+++ DATA TO PROCESS +++
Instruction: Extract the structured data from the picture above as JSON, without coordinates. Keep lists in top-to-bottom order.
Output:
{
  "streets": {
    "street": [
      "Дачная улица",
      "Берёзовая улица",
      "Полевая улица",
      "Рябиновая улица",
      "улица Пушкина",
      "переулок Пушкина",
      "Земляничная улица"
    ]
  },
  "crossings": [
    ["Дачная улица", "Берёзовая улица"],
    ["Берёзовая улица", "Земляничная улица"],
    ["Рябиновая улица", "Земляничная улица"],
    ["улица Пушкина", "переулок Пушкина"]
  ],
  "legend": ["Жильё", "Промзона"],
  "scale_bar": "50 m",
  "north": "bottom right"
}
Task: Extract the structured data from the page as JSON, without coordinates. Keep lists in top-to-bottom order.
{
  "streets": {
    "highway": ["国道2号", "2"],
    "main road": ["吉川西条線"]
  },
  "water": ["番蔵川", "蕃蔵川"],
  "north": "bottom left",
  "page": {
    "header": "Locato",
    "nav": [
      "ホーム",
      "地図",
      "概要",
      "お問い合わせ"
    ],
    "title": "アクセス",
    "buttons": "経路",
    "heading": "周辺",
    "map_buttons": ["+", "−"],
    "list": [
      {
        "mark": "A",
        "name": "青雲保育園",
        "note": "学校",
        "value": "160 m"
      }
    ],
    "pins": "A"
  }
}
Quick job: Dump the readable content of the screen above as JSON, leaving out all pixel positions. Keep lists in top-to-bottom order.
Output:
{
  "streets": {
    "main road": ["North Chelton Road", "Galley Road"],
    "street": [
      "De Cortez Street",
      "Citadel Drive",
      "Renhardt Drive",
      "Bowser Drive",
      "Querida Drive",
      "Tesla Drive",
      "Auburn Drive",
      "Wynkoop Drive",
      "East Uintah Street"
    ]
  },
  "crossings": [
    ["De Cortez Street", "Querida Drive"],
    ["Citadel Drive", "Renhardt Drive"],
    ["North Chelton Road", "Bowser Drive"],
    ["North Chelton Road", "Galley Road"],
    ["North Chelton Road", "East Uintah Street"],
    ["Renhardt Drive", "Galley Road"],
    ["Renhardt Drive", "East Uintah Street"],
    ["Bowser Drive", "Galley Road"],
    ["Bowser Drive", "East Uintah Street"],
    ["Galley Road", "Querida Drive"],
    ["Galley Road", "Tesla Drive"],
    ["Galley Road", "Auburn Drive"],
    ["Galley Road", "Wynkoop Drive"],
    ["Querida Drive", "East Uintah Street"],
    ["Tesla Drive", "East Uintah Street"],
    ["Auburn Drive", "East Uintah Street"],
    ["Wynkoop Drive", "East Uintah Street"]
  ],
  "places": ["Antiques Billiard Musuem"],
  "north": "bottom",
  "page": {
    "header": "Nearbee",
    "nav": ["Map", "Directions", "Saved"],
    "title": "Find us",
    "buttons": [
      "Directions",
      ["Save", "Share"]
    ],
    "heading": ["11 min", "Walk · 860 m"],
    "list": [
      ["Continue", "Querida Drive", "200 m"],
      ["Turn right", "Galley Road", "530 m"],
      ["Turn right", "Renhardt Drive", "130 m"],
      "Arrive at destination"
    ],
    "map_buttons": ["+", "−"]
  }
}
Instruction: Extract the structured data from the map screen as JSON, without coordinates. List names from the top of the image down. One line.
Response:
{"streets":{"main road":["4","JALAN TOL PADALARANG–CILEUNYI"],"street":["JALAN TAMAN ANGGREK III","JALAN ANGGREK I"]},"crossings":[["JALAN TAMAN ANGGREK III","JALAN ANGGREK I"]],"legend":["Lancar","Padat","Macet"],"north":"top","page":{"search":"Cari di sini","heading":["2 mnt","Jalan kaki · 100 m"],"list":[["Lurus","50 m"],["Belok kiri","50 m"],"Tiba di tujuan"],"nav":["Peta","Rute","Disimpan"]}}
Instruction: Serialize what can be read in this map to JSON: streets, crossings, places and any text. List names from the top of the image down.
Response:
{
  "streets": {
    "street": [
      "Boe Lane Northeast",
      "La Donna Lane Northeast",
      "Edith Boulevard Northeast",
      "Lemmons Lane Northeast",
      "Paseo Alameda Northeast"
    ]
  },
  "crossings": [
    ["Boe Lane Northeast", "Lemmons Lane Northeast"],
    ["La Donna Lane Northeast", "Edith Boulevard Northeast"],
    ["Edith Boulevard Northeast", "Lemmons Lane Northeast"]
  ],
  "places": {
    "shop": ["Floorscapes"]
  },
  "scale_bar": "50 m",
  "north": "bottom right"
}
+++
**TASK PROMPT:** Write each line of the data down again exactly as it reads.

**OUTPUT OF THE TASK:**
Instruction: Extract the structured data from the picture above as JSON, without coordinates. Keep lists in top-to-bottom order.
Output:
{
  "streets": {
    "street": [
      "Дачная улица",
      "Берёзовая улица",
      "Полевая улица",
      "Рябиновая улица",
      "улица Пушкина",
      "переулок Пушкина",
      "Земляничная улица"
    ]
  },
  "crossings": [
    ["Дачная улица", "Берёзовая улица"],
    ["Берёзовая улица", "Земляничная улица"],
    ["Рябиновая улица", "Земляничная улица"],
    ["улица Пушкина", "переулок Пушкина"]
  ],
  "legend": ["Жильё", "Промзона"],
  "scale_bar": "50 m",
  "north": "bottom right"
}
Task: Extract the structured data from the page as JSON, without coordinates. Keep lists in top-to-bottom order.
{
  "streets": {
    "highway": ["国道2号", "2"],
    "main road": ["吉川西条線"]
  },
  "water": ["番蔵川", "蕃蔵川"],
  "north": "bottom left",
  "page": {
    "header": "Locato",
    "nav": [
      "ホーム",
      "地図",
      "概要",
      "お問い合わせ"
    ],
    "title": "アクセス",
    "buttons": "経路",
    "heading": "周辺",
    "map_buttons": ["+", "−"],
    "list": [
      {
        "mark": "A",
        "name": "青雲保育園",
        "note": "学校",
        "value": "160 m"
      }
    ],
    "pins": "A"
  }
}
Quick job: Dump the readable content of the screen above as JSON, leaving out all pixel positions. Keep lists in top-to-bottom order.
Output:
{
  "streets": {
    "main road": ["North Chelton Road", "Galley Road"],
    "street": [
      "De Cortez Street",
      "Citadel Drive",
      "Renhardt Drive",
      "Bowser Drive",
      "Querida Drive",
      "Tesla Drive",
      "Auburn Drive",
      "Wynkoop Drive",
      "East Uintah Street"
    ]
  },
  "crossings": [
    ["De Cortez Street", "Querida Drive"],
    ["Citadel Drive", "Renhardt Drive"],
    ["North Chelton Road", "Bowser Drive"],
    ["North Chelton Road", "Galley Road"],
    ["North Chelton Road", "East Uintah Street"],
    ["Renhardt Drive", "Galley Road"],
    ["Renhardt Drive", "East Uintah Street"],
    ["Bowser Drive", "Galley Road"],
    ["Bowser Drive", "East Uintah Street"],
    ["Galley Road", "Querida Drive"],
    ["Galley Road", "Tesla Drive"],
    ["Galley Road", "Auburn Drive"],
    ["Galley Road", "Wynkoop Drive"],
    ["Querida Drive", "East Uintah Street"],
    ["Tesla Drive", "East Uintah Street"],
    ["Auburn Drive", "East Uintah Street"],
    ["Wynkoop Drive", "East Uintah Street"]
  ],
  "places": ["Antiques Billiard Musuem"],
  "north": "bottom",
  "page": {
    "header": "Nearbee",
    "nav": ["Map", "Directions", "Saved"],
    "title": "Find us",
    "buttons": [
      "Directions",
      ["Save", "Share"]
    ],
    "heading": ["11 min", "Walk · 860 m"],
    "list": [
      ["Continue", "Querida Drive", "200 m"],
      ["Turn right", "Galley Road", "530 m"],
      ["Turn right", "Renhardt Drive", "130 m"],
      "Arrive at destination"
    ],
    "map_buttons": ["+", "−"]
  }
}
Instruction: Extract the structured data from the map screen as JSON, without coordinates. List names from the top of the image down. One line.
Response:
{"streets":{"main road":["4","JALAN TOL PADALARANG–CILEUNYI"],"street":["JALAN TAMAN ANGGREK III","JALAN ANGGREK I"]},"crossings":[["JALAN TAMAN ANGGREK III","JALAN ANGGREK I"]],"legend":["Lancar","Padat","Macet"],"north":"top","page":{"search":"Cari di sini","heading":["2 mnt","Jalan kaki · 100 m"],"list":[["Lurus","50 m"],["Belok kiri","50 m"],"Tiba di tujuan"],"nav":["Peta","Rute","Disimpan"]}}
Instruction: Serialize what can be read in this map to JSON: streets, crossings, places and any text. List names from the top of the image down.
Response:
{
  "streets": {
    "street": [
      "Boe Lane Northeast",
      "La Donna Lane Northeast",
      "Edith Boulevard Northeast",
      "Lemmons Lane Northeast",
      "Paseo Alameda Northeast"
    ]
  },
  "crossings": [
    ["Boe Lane Northeast", "Lemmons Lane Northeast"],
    ["La Donna Lane Northeast", "Edith Boulevard Northeast"],
    ["Edith Boulevard Northeast", "Lemmons Lane Northeast"]
  ],
  "places": {
    "shop": ["Floorscapes"]
  },
  "scale_bar": "50 m",
  "north": "bottom right"
}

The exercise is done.